Sophie ne pouvait pas savoir qu’Anne-Marie ne pourrait plus l’aider, et qu’elle devrait, elle seule, finir le travail.


Dans la nuit, elle fut réveillée par des cris et des pleurs. Anne-Marie se plaignait d’un mal au ventre, et avait déjà vomi plusieurs fois. Affolée, elle la conduisit aux urgences de l’hôpital le plus proche, à une dizaine de kilomètres.


- Ne vous inquiétez pas madame, ce n’est qu’une gastro-entérite. On va la garder cette nuit, la réhydrater, et demain elle pourra retourner chez vous. Vous pouvez rester ici cette nuit si vous le voulez, il y a un second lit dans la chambre.


Le lendemain matin Anne-Marie se plaignait toujours de maux de ventre atroces. En fin de journée, les médecins décidèrent de faire faire des examens détaillés. Il faudrait sans doute quelques jours pour en avoir les résultats.

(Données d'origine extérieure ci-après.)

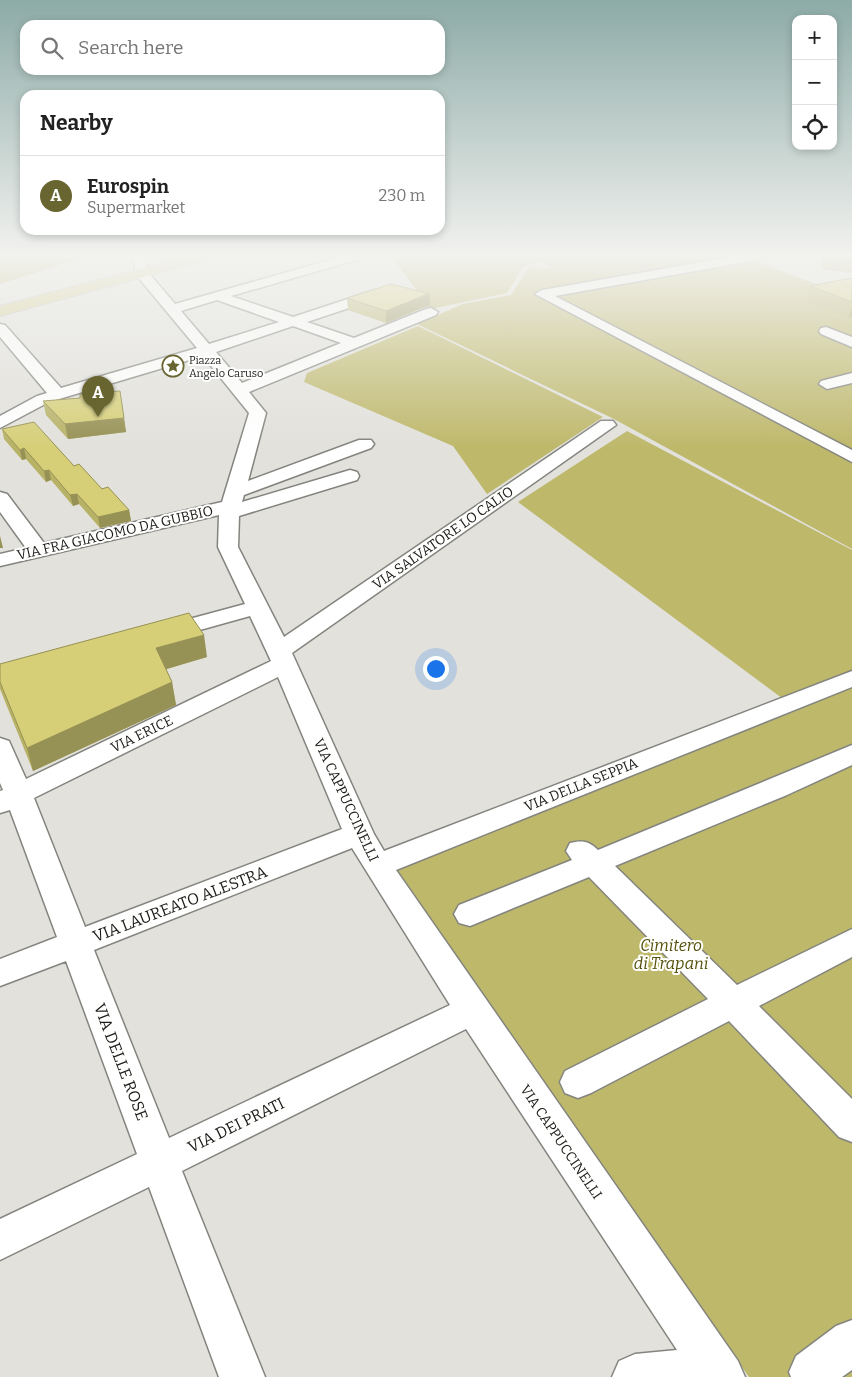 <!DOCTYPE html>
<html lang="en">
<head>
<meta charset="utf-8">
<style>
  :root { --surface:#fff; --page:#f2f2f2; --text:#222; --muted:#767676; --line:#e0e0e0; --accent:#686531 }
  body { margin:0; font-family:Bitter,serif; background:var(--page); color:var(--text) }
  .controls { position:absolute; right:15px; top:15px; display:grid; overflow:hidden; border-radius:10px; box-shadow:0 2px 8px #0003 }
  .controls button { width:45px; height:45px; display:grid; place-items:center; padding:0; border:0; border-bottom:1px solid var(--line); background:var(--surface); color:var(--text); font:25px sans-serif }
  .you { position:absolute; left:435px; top:668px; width:18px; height:18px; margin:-12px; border:4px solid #fff; border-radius:50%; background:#1a73e8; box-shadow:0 0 0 8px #1a73e833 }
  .badge { display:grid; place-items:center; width:32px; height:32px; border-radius:50%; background:var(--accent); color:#fff; font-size:16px; font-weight:700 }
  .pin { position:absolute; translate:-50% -41px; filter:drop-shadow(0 1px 2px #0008) }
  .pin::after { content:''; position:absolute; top:26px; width:18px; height:15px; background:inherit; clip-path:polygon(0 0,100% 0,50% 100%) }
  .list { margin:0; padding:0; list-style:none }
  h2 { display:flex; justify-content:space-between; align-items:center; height:65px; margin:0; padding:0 20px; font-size:21px }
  h2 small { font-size:16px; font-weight:400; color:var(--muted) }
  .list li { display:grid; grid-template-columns:32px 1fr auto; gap:15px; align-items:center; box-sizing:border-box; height:80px; padding:0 20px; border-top:1px solid var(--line) }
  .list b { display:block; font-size:19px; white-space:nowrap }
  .list p { margin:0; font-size:16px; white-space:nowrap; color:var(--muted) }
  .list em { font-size:16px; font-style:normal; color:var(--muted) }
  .icon { flex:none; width:28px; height:28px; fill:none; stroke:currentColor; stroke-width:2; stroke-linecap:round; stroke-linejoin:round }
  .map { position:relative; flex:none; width:852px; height:1377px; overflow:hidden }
  .search { position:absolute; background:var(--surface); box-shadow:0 2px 8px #0003; left:20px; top:20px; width:425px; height:55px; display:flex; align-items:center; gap:12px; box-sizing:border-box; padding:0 18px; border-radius:15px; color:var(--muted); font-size:19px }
  .panel { position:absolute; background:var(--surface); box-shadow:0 2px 8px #0003; left:20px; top:90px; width:425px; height:145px; border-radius:15px }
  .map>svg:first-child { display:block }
  .green { fill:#beb86b }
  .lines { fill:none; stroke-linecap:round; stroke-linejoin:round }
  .minor-casing { stroke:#84847f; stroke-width:3 }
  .major-casing { stroke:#bfbfbf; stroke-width:2 }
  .minor { fill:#fff; fill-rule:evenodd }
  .major { fill:#d4cf8e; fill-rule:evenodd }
  .wall { fill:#b8b267 }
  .shaded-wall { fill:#969154 }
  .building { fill:#d6cf78; stroke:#969154 }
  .labels { text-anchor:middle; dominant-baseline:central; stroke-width:4; stroke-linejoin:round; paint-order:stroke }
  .far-poi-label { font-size:11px; fill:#1b1b19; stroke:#fffffe; text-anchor:start }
  .street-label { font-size:14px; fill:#1b1b19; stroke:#fffffe }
  .near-street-label { font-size:16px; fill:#1b1b19; stroke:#fffffe }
  .near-park-label { font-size:16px; font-style:italic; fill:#55500c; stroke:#fffffe }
</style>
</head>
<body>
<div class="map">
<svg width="852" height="1377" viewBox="0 0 852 1377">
  <rect width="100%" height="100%" fill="#e2e1dc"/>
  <g class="green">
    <polygon points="0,255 91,255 0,284"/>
    <polygon points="390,255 523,255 538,262 523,267 507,293 431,309"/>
    <polygon points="527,255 740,255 852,298 852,549 614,419 417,324 463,304 511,295 529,267 555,269"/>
    <polygon points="418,326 603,417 487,494 453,446 304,382 307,373"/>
    <polygon points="627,431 852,550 852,1377 749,1377 389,868 798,710 518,502"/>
  </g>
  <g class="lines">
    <g class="minor-casing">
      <g id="minor">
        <path d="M132,255H144L148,272L175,304L347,255H365L363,258L231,296L293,317L375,290H385L387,293L385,296L307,322L354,338L426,309L431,308L438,312L436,315L249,392L266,413L248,481L359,440H371L374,444L371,448L244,495L242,502L350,470L357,472L359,476L357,480L239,516L238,547L284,637L601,421H613L616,425L292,653L374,834L384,851L852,671V687L396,870L738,1361L745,1377H612L619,1361L635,1354L677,1350L466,1029L182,1171L265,1377H219L149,1187L0,1260V1219L137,1154L66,961L0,986V959L57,937L10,810L0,813V791L3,790L0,783V738L9,741L26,779L271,661L250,616L164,640L156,638L152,633L156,628L245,604L218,547L219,515L0,566V554L26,548L0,512V492L7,494L44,543L222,502L249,413L203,356L49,402L0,428V416L37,396L47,393L0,337V324L5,325L61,388L197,348L137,276ZM217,300L279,322L209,344L181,311ZM293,326L341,343L242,383L216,352ZM278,677L342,829L85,927L34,798ZM352,848L450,1005L169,1138L94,950Z"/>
        <polygon points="743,255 768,255 762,259 555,296 852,450 852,462 535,294 542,290"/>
        <polygon points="826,327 852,337 852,347 821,334 819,331 821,328"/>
        <polygon points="852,373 852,383 827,389 819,384 821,381"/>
        <path d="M852,745V765L787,795L615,866L737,985L852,929V957L759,1006L852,1099V1142L839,1137L729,1021L591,1093L578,1098L565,1093L560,1082L565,1071L708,999L589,877L470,926L459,923L454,914L459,905L572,860L566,851L570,843C582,840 589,841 598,850Z"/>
        <polygon points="852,1320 852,1370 842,1377 791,1377 789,1372 796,1356 836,1326"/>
      </g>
    </g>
    <g class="major-casing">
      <polygon id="major" points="194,255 215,255 213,258 0,316 0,306"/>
    </g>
    <use href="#minor" class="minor"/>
    <use href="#major" class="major"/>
  </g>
  <g class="wall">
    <polygon points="823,255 852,255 852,273 822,269"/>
    <polygon points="852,278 852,316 849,318 807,301 810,286"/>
    <polygon points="347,298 430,306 425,307 386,323 348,310"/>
    <polygon points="120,391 126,432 68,439 46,415 43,401 80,398"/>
    <polygon points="2,429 74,466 102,489 129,510 131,521 100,528 79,504 73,506 51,480 46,482 26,459 22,460 4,439"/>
    <polygon points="207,657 166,669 172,682 176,705 33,771 0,689 0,664"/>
  </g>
  <g class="shaded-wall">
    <polygon points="430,294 430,306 425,307 386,323 386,311 425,295"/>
    <polygon points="852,307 852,316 849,318"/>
    <polygon points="120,391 126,432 68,439 65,424"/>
    <polygon points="24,448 26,459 22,460 20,450"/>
    <polygon points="49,470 51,480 46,482 44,471"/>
    <polygon points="77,494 79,504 73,506 70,495"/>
    <polygon points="129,510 131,521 100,528 98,517"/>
    <polygon points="0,536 3,548 0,548"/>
    <polygon points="204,635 207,657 160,671 156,648"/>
    <polygon points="172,682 176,705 33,771 27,748"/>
  </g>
  <g class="building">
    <polygon points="829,255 852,255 852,258"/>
    <polygon points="852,278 852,302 810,286"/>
    <polygon points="391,284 430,294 425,295 386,311 347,298"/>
    <polygon points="120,391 124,418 65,424 43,401 80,398 80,394"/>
    <polygon points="34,422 74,466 79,464 102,489 108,487 129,510 98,517 77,494 70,495 49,470 44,471 24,448 20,450 2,429"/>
    <polygon points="189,613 204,635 156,648 172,682 27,748 0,682 0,664"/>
  </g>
  <linearGradient id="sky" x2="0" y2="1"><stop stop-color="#8daba7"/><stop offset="0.57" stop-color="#f2f2ef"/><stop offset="1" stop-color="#f2f2ef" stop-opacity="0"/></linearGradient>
  <rect width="852" height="448" fill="url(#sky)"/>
  <defs>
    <g id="sight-ring" transform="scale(1.125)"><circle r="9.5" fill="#fffffe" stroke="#686531" stroke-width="1.5"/><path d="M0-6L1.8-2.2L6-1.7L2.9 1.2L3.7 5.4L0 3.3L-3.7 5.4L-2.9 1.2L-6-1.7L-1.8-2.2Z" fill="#686531"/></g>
  </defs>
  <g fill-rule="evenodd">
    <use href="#sight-ring" x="173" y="366"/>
  </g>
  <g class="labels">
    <g class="far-poi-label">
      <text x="189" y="360">Piazza<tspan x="189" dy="13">Angelo Caruso</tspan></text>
    </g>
    <g class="street-label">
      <text transform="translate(115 533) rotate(-13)">VIA FRA GIACOMO DA GUBBIO</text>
      <text transform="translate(443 538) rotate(-35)">VIA SALVATORE LO CALIO</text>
      <text transform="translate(142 734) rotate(-26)">VIA ERICE</text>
      <text transform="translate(581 785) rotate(-22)">VIA DELLA SEPPIA</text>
      <text transform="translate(346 800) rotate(65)">VIA CAPPUCCINELLI</text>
      <text transform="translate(561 1142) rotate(56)">VIA CAPPUCCINELLI</text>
    </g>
    <g class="near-street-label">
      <text transform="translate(180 904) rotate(-21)">VIA LAUREATO ALESTRA</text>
      <text transform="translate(121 1062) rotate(69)">VIA DELLE ROSE</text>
      <text transform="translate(236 1125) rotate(-26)">VIA DEI PRATI</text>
    </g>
    <g class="near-park-label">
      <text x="671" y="945">Cimitero<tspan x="671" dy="18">di Trapani</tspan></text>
    </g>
  </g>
</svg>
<div class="controls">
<button>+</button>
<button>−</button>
<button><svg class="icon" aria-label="locate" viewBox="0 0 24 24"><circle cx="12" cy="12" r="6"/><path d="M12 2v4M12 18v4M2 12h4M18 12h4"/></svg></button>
</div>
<div class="you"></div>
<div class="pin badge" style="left:98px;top:417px">A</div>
<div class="search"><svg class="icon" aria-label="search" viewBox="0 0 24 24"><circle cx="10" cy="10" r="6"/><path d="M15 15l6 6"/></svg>Search here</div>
<section class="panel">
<h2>Nearby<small></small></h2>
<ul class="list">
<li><span class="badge">A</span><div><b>Eurospin</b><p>Supermarket</p></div><em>230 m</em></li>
</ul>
</section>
</div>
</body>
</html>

La petite ne mangeait plus, alimentée uniquement par des perfusions. Au grand désespoir de sa mère, elle semblait comme fondre de jour en jour. Sophie ne pouvait venir que les après-midi, et dépérissait en même temps que sa fille. Celle-ci lui avait demandé de continuer à nettoyer le tableau, elle voulait savoir ce qui y était peint.


- J’ai pu nettoyer presque la moitié de la surface maintenant. La dame que l’on a vue la première fois a été peinte devant l’entrée avec ses cinq enfants, deux garçons et trois filles, qui doivent avoir entre trois ans et dix ans. Je suis en train de nettoyer la partie où on devrait voir la rivière.

- Est-ce qu’elle toujours aussi triste ? Et les enfants ?

- Les enfants sont peints dans des poses très sérieuses, sauf la plus petite, assise sur une chaise, qui a un air coquin. La mère n’est pas vraiment triste, sévère plutôt.

- Tu me diras ce qu’il y avait sur notre île ?

- Oui, bientôt, sans doute demain, j’y arriverai.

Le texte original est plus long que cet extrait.